The point is that during moments of extreme excitement and stress, the inclination to slow down and relax is not easy at all. It takes experience, and time under pressure, to understand the reality of what you are facing. Once you do, you can take a moment, assess, and figure out when and if you need to take action.

This is always the challenge in a startup environment. Everything for an early-stage founder feels like a crisis, and the desire is to be on fire, to push the limit, to make immediate and quick decisions. The feeling is that if I am not doing something, I must be failing. However, the reality is that this is most likely exaggerated. There is no harm in taking a moment to rest, relax, reassess the situation, and determine the best and wisest course of action. The challenge for most people is not a lack of understanding to make a good decision; the issue is that they do not pause long enough to think through what is in front of them, to be sure they are informed enough to make a good one. This is why retrospective views are always easier in hindsight. You can look at a situation from a distance and easily point out the bad decisions that were made and what course of action someone should have taken, but that is because you are sitting in a calm, less intense environment and have the luxury to do so. Most hardworking, dedicated people will feel guilty or burdened by taking a time out, by taking precious time to sit quietly, reflect, or even get out of the environment for a few days. In essence, to be calm during the storm.

The military has a practice known as a tactical pause. People at lower levels are allowed to call one when they see a major issue that is going to prevent or harm the mission objectives. This tactical pause allows leadership to stop, take a breath, and assess the current situation, to determine the risks they are facing and whether they need to change course or adjust the plan. Often a unit can pursue a path toward a mission objective and fail to realize that the aim is no longer important, or that conditions have changed in a way that puts the unit in jeopardy. Building this capability into a team, to call for a tactical pause whenever necessary, allows teams to pursue objectives with enough autonomy to make changes based on a fast paced, changing environment.

In the end, the discipline to pause is not about delay, it is about seeing clearly. Speed without clarity burns energy and invites error. A brief moment of stillness gives you the space to separate noise from signal, fear from fact, and urgency from what actually matters. That is true in the delivery room, in the boardroom, and on a patrol route. Calm is not surrender. Calm is command.

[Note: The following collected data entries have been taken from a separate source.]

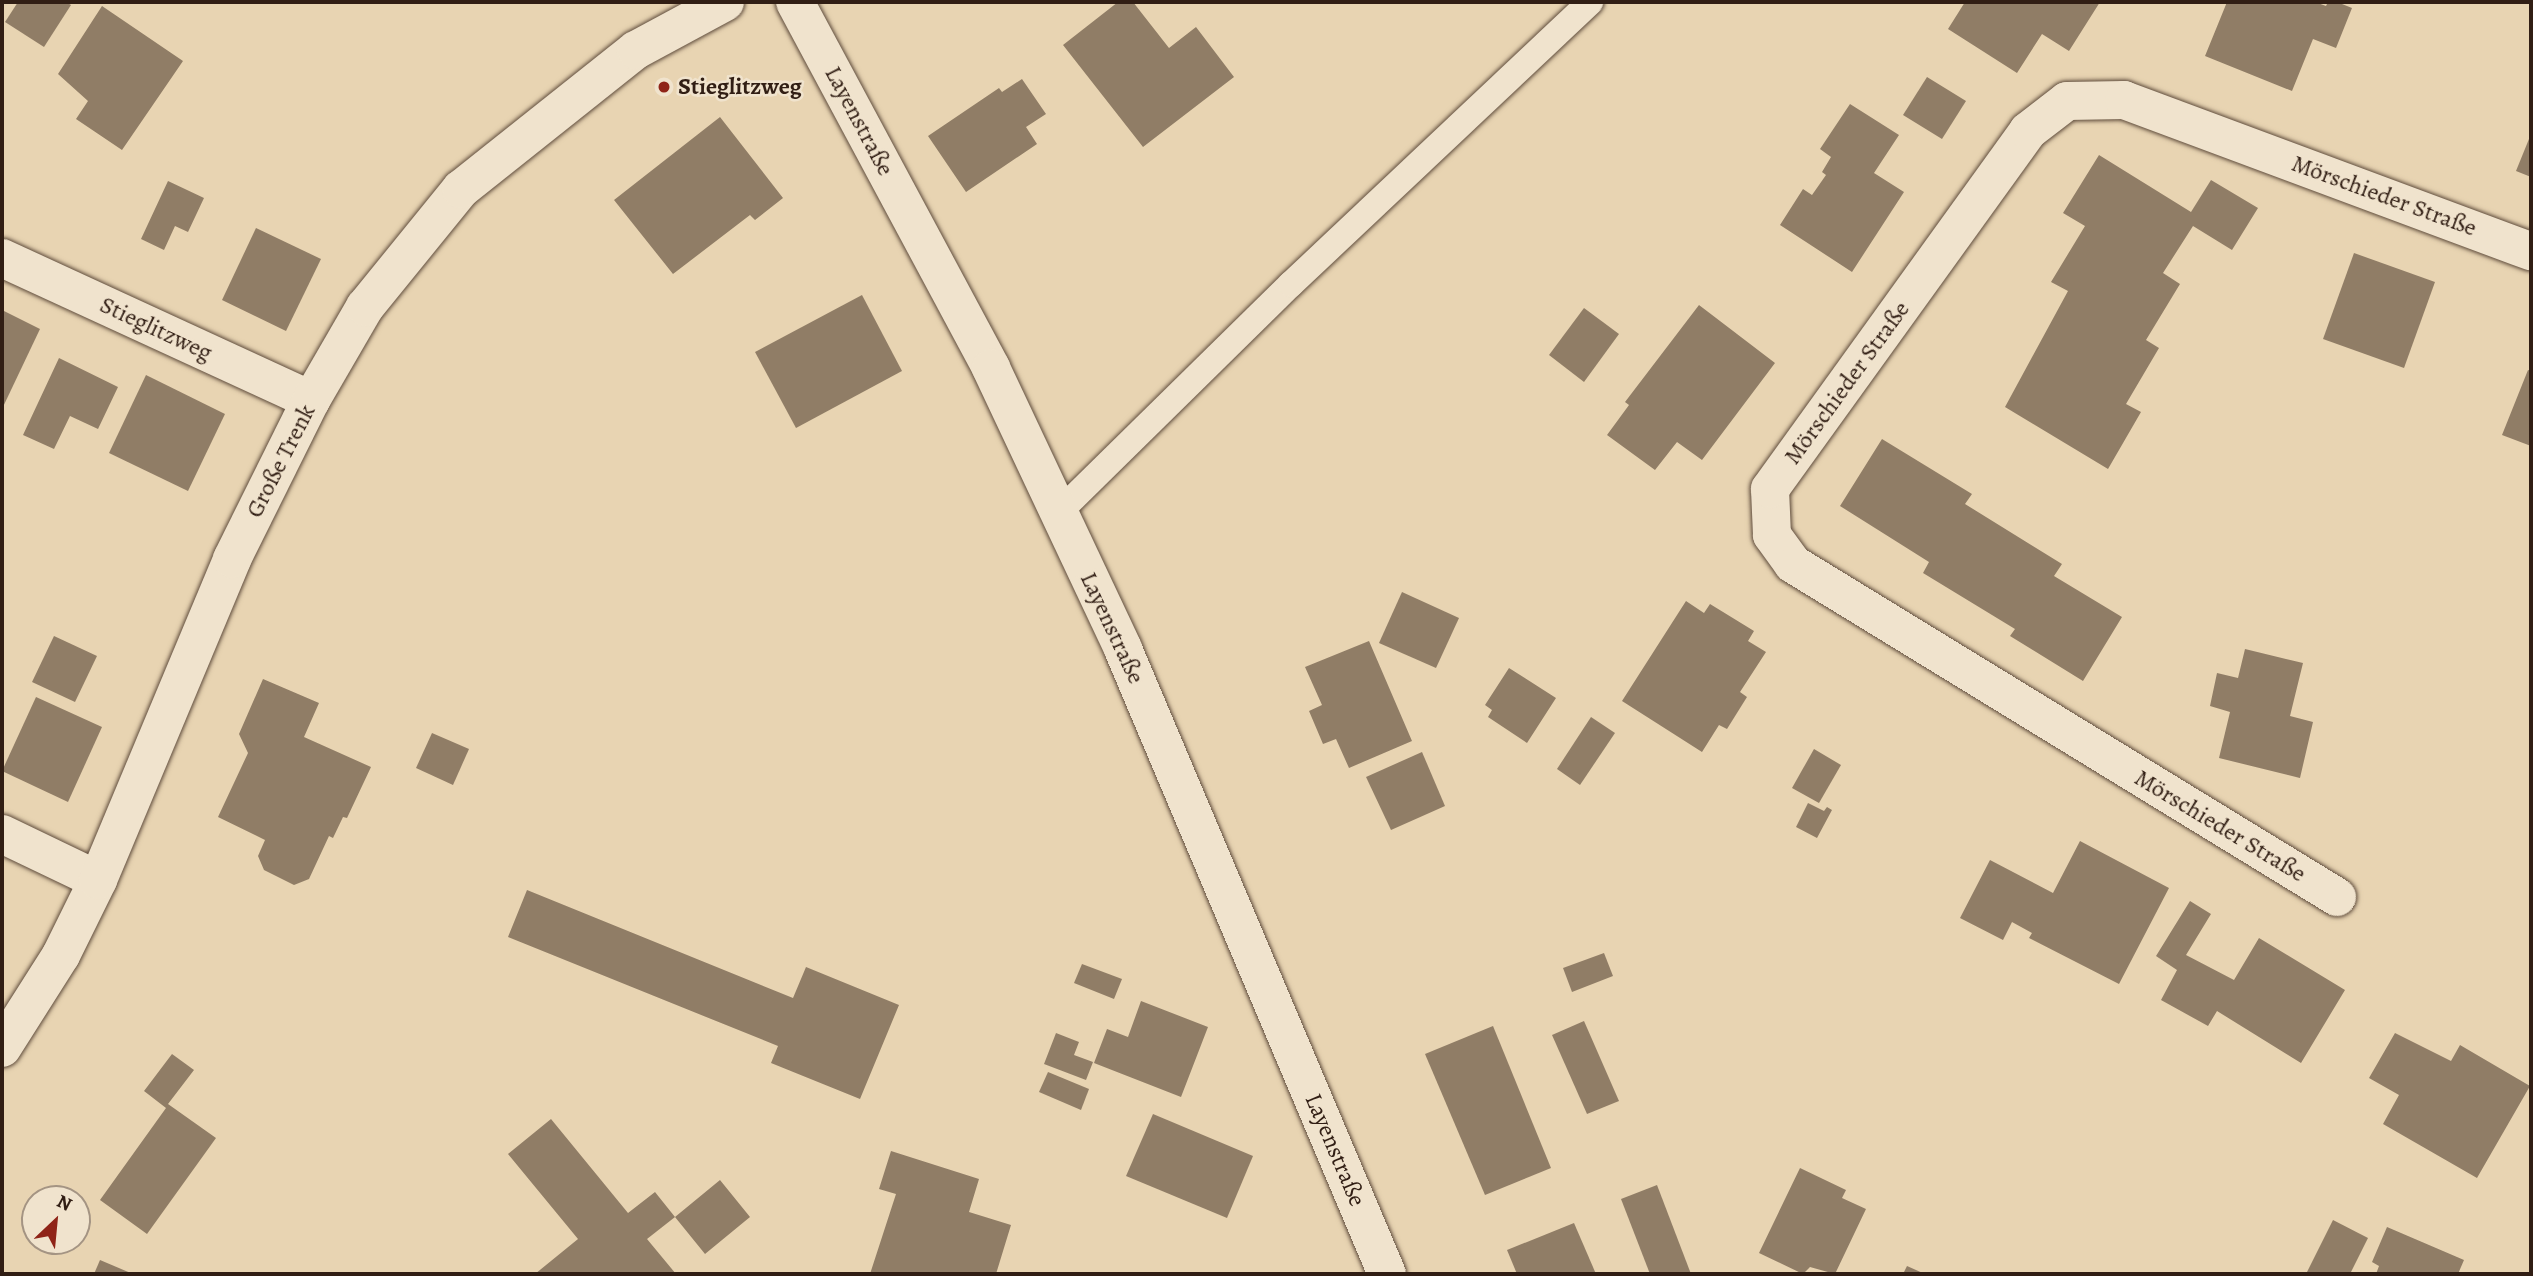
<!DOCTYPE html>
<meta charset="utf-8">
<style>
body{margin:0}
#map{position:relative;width:2533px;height:1276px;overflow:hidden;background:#e8d4b2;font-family:Alegreya,serif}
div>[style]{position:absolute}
.building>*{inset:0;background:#907d66}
.roads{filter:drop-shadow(0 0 2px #5f4c3c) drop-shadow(0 0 2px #5f4c3c)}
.lane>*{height:26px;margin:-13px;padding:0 13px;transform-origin:13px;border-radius:13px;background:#f0e3cd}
.street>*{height:38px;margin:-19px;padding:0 19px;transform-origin:19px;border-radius:19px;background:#f0e3cd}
.dots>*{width:19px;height:19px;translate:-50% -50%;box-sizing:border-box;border:4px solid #f0e3cd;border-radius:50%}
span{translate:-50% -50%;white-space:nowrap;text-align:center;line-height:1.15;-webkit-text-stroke:5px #f0e3cd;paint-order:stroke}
.poi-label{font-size:24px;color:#311e14;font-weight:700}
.left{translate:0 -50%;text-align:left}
.street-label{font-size:24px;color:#311e14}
.frame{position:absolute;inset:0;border:4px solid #311e14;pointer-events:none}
.north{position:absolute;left:21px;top:1185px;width:70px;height:70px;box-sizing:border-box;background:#f0e3cd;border:2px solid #a49483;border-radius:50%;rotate:26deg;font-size:19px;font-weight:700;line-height:28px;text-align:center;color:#311e14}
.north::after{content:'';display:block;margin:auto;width:24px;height:32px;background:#8f2418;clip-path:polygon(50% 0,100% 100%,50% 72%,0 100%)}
</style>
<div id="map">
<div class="building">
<i style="clip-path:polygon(18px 2px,66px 2px,71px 5px,44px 47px,5px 22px)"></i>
<i style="clip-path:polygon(1118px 2px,1133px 2px,1169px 48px,1196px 27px,1234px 77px,1143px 147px,1063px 45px)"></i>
<i style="clip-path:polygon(1965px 2px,2100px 2px,2069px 51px,2042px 34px,2017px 73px,1948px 29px)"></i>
<i style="clip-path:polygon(2227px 2px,2315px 2px,2326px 6px,2328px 2px,2337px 2px,2352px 8px,2336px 48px,2313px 39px,2292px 91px,2205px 56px)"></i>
<i style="clip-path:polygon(102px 6px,183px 61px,122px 150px,76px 119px,88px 101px,58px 74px)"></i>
<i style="clip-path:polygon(1927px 77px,1966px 101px,1942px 139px,1903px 115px)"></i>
<i style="clip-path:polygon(1022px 79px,1046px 114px,1026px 127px,1037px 144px,966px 192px,928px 136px,999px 88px,1002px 92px)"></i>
<i style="clip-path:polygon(1850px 104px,1899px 135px,1874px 173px,1904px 192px,1852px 272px,1780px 225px,1803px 189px,1812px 195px,1826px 175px,1822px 172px,1831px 157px,1820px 149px)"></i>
<i style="clip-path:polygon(720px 117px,783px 198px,755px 220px,750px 215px,673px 274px,614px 200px)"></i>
<i style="clip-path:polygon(2531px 134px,2531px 177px,2516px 171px)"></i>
<i style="clip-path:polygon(2099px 155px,2191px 212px,2211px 180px,2258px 208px,2232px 250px,2193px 226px,2163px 273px,2180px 284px,2146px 340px,2159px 348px,2126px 404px,2141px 412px,2108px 469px,2005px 407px,2068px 291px,2051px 282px,2085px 226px,2063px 213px)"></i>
<i style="clip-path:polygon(168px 181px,204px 198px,188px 232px,175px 226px,164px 250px,141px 239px)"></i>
<i style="clip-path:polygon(256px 228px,321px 259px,286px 331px,222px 300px)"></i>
<i style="clip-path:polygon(2354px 253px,2435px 282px,2404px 368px,2323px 339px)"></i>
<i style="clip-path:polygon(862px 295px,902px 371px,796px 428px,755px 352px)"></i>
<i style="clip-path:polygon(1699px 305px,1775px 363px,1702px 460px,1677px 442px,1655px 470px,1607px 435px,1629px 405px,1625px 402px)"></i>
<i style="clip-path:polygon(1584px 308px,1619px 334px,1584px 382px,1549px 355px)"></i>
<i style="clip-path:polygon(2px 310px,40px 329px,2px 409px)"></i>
<i style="clip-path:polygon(59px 358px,118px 387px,98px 429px,70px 416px,54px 449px,23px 435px)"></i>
<i style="clip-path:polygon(2528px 370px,2531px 371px,2531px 446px,2502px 435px)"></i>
<i style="clip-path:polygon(146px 375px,225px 414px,188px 491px,109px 453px)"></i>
<i style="clip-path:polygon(1882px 439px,1972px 494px,1965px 504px,2062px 564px,2054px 576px,2122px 617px,2083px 681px,2010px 636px,2015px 629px,1923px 573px,1929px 562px,1840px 506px)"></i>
<i style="clip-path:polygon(1402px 592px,1459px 618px,1436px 668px,1379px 643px)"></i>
<i style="clip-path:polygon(1686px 601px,1704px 613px,1710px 604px,1754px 631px,1748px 641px,1766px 652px,1740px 692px,1747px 697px,1727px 729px,1719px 725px,1702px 752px,1622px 701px)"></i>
<i style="clip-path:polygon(54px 636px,97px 656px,75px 702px,32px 682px)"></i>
<i style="clip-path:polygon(1369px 641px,1412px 741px,1349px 768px,1336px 739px,1323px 744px,1309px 711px,1322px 705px,1305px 667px)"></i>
<i style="clip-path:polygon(2245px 649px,2303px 663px,2290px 716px,2313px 722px,2300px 778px,2219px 758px,2230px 712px,2210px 706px,2217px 673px,2238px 678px)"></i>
<i style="clip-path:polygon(1509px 668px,1556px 698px,1527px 743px,1488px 717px,1492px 710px,1485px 705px)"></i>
<i style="clip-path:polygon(263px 679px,319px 703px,304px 737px,371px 767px,347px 818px,343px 817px,333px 838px,329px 836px,309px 879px,294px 885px,264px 870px,258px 856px,265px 840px,218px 817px,248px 753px,239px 734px)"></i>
<i style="clip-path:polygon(36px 697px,102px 727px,68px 802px,2px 771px)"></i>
<i style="clip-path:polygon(1591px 717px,1615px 733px,1580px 785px,1557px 769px)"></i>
<i style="clip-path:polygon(432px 733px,469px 749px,453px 785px,416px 768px)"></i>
<i style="clip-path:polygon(1814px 749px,1841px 765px,1819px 803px,1792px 788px)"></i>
<i style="clip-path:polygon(1422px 752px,1445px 806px,1391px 830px,1366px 777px)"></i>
<i style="clip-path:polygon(1808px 803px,1824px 811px,1827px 807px,1832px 810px,1817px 838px,1796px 827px)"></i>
<i style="clip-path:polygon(2080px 841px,2169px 888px,2119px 984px,2029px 938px,2032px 933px,2012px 922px,2003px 940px,1960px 918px,1990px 860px,2053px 893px)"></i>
<i style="clip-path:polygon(527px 890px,793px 998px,806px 967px,899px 1005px,860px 1099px,771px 1063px,778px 1046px,508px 937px)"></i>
<i style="clip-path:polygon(2190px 901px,2211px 914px,2186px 955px,2234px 980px,2259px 938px,2345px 990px,2301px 1063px,2217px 1011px,2208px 1026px,2161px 1000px,2177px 970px,2156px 956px)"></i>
<i style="clip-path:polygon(1604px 953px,1613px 976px,1572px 992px,1563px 968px)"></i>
<i style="clip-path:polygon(1082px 964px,1122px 979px,1114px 999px,1074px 983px)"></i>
<i style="clip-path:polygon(1141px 1001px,1208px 1027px,1181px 1097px,1094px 1063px,1107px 1029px,1128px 1037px)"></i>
<i style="clip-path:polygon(1584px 1021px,1619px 1101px,1587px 1114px,1552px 1035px)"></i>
<i style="clip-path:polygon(1493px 1026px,1551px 1168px,1485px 1195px,1425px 1054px)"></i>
<i style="clip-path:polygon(1056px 1033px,1079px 1042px,1074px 1055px,1093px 1062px,1086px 1080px,1044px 1064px)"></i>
<i style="clip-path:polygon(2395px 1033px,2451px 1061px,2460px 1045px,2530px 1086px,2477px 1178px,2383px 1124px,2399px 1095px,2369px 1078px)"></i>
<i style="clip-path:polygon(172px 1054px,194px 1070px,168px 1104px,216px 1138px,147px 1234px,100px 1200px,166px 1108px,144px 1091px)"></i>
<i style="clip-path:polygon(1048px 1072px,1089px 1089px,1081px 1110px,1039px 1092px)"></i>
<i style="clip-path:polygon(1153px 1114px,1253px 1156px,1227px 1218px,1126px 1176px)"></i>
<i style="clip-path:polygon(551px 1119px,628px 1213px,655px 1192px,675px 1217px,720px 1180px,750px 1217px,705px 1254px,675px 1217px,647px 1239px,676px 1274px,535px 1274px,578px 1239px,508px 1154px)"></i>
<i style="clip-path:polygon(891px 1151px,979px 1179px,969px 1212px,1011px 1225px,996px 1274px,870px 1274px,896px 1194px,879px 1189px)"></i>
<i style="clip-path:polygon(1800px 1168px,1846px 1190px,1842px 1198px,1866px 1209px,1835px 1274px,1810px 1267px,1803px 1274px,1759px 1253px)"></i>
<i style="clip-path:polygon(1657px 1185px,1691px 1274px,1650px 1274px,1621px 1199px)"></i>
<i style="clip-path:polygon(2333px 1220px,2368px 1238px,2350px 1274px,2306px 1274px)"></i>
<i style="clip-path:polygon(1574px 1223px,1596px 1274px,1517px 1274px,1507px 1250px)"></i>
<i style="clip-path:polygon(2387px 1227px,2464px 1260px,2458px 1274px,2376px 1274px,2379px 1266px,2372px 1262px)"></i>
<i style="clip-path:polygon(100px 1260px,133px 1274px,94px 1274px)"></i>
<i style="clip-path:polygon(1907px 1266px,1925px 1274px,1903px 1274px)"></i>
</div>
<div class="roads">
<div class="lane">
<i style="left:1059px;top:512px;width:325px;rotate:-44.5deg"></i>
<i style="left:1291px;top:284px;width:411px;rotate:-43.3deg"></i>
</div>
<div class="street">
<i style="left:795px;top:2px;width:415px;rotate:61.8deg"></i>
<i style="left:991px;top:368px;width:310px;rotate:64.8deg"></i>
<i style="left:1123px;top:649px;width:678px;rotate:67.1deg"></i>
<i style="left:2px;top:258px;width:340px;rotate:24.7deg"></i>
<i style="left:2px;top:834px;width:106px;rotate:25.6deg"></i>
<i style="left:2337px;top:897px;width:638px;rotate:-148.53deg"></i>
<i style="left:1793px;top:564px;width:36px;rotate:-126deg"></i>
<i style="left:1772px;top:535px;width:46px;rotate:-92.5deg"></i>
<i style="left:1770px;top:489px;width:441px;rotate:-54.2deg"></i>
<i style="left:2028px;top:131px;width:49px;rotate:-37.6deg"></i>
<i style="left:2067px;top:101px;width:57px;rotate:-1deg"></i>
<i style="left:2124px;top:100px;width:434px;rotate:20.4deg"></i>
<i style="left:2px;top:1048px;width:110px;rotate:-57.6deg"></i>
<i style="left:61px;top:955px;width:84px;rotate:-63.7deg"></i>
<i style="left:98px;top:880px;width:348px;rotate:-67.3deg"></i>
<i style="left:232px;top:559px;width:178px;rotate:-63.6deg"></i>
<i style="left:311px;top:400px;width:108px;rotate:-59.9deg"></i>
<i style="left:365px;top:307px;width:152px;rotate:-50.9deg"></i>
<i style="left:461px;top:189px;width:223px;rotate:-38.5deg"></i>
<i style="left:636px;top:50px;width:101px;rotate:-28.3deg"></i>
</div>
</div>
<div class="dots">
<i style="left:664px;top:87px;background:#8f2418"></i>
</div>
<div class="poi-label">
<span class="left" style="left:678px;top:87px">Stieglitzweg</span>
</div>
<div class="street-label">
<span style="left:859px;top:121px;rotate:62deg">Layenstraße</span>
<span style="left:2384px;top:196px;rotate:20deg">Mörschieder Straße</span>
<span style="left:156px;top:329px;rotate:25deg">Stieglitzweg</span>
<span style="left:1847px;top:383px;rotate:-54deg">Mörschieder Straße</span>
<span style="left:281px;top:461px;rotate:-63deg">Große Trenk</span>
<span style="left:1112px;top:628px;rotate:65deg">Layenstraße</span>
<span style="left:2220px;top:826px;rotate:31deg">Mörschieder Straße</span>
<span style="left:1335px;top:1150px;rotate:67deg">Layenstraße</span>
</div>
<div class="frame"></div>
<div class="north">N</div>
</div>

Build the pause into your routine before you need it. When the pressure rises, step back, breathe, and ask a few simple questions. What is really happening? What decision must be made right now? What can wait until later? What risks are we accepting and why? Write the answers, even if only a sentence each. Then act from that vantage point. You will make fewer mistakes, you will protect your people, and you will conserve the strength you will need for the long road.

Make this your commitment. Choose the pause. Protect the mission. Preserve the team. Keep yourself steady for the work ahead.